• _WORK REQUIRED_
An exact copy of all the lines below is required, with every image left out.

• _GIVEN RECORDS_

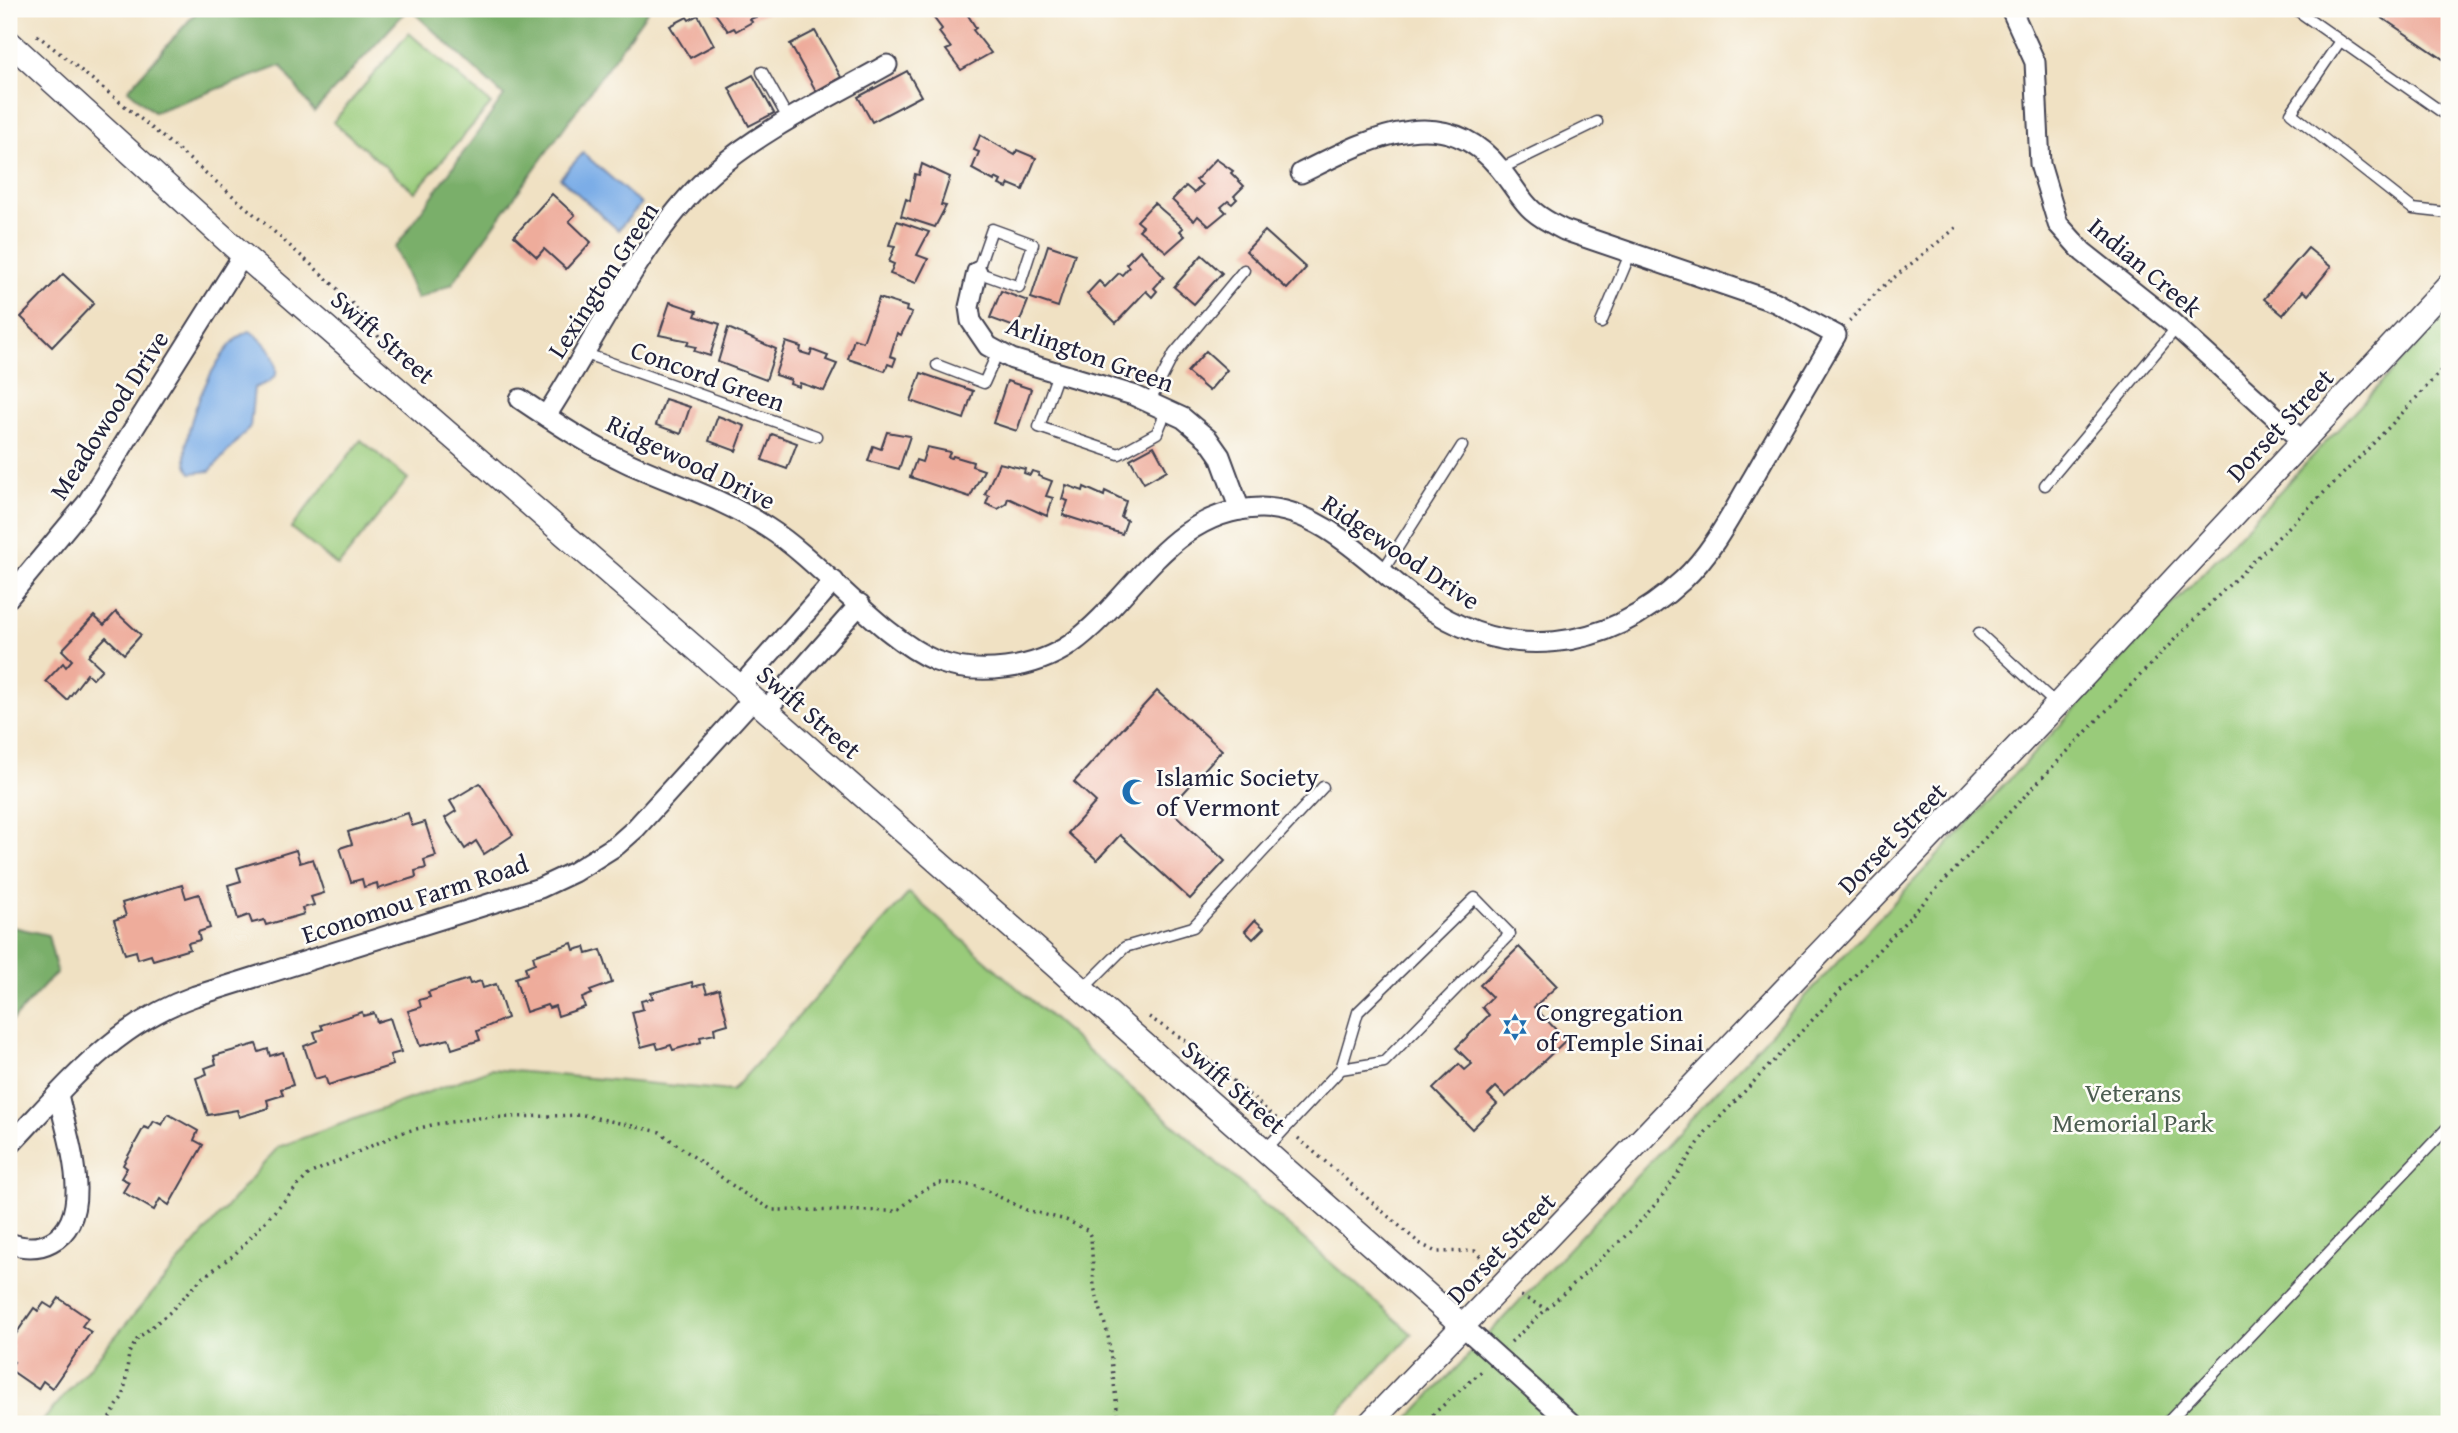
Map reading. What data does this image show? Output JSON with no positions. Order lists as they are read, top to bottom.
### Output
{
  "streets": {
    "street": [
      "Indian Creek",
      "Lexington Green",
      "Swift Street",
      "Arlington Green",
      "Meadowood Drive",
      "Dorset Street",
      "Ridgewood Drive",
      "Economou Farm Road"
    ],
    "lane": ["Concord Green"]
  },
  "crossings": [
    ["Indian Creek", "Dorset Street"],
    ["Lexington Green", "Concord Green"],
    ["Lexington Green", "Ridgewood Drive"],
    ["Swift Street", "Meadowood Drive"],
    ["Swift Street", "Dorset Street"],
    ["Swift Street", "Economou Farm Road"],
    ["Arlington Green", "Ridgewood Drive"]
  ],
  "parks": ["Veterans Memorial Park"],
  "places": {
    "mosque": ["Islamic Society of Vermont"],
    "synagogue": ["Congregation of Temple Sinai"]
  }
}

• _YOUR RESPONSE_
Map reading. What data does this image show? Output JSON with no positions. Order lists as they are read, top to bottom.
### Output
{
  "streets": {
    "street": [
      "Indian Creek",
      "Lexington Green",
      "Swift Street",
      "Arlington Green",
      "Meadowood Drive",
      "Dorset Street",
      "Ridgewood Drive",
      "Economou Farm Road"
    ],
    "lane": ["Concord Green"]
  },
  "crossings": [
    ["Indian Creek", "Dorset Street"],
    ["Lexington Green", "Concord Green"],
    ["Lexington Green", "Ridgewood Drive"],
    ["Swift Street", "Meadowood Drive"],
    ["Swift Street", "Dorset Street"],
    ["Swift Street", "Economou Farm Road"],
    ["Arlington Green", "Ridgewood Drive"]
  ],
  "parks": ["Veterans Memorial Park"],
  "places": {
    "mosque": ["Islamic Society of Vermont"],
    "synagogue": ["Congregation of Temple Sinai"]
  }
}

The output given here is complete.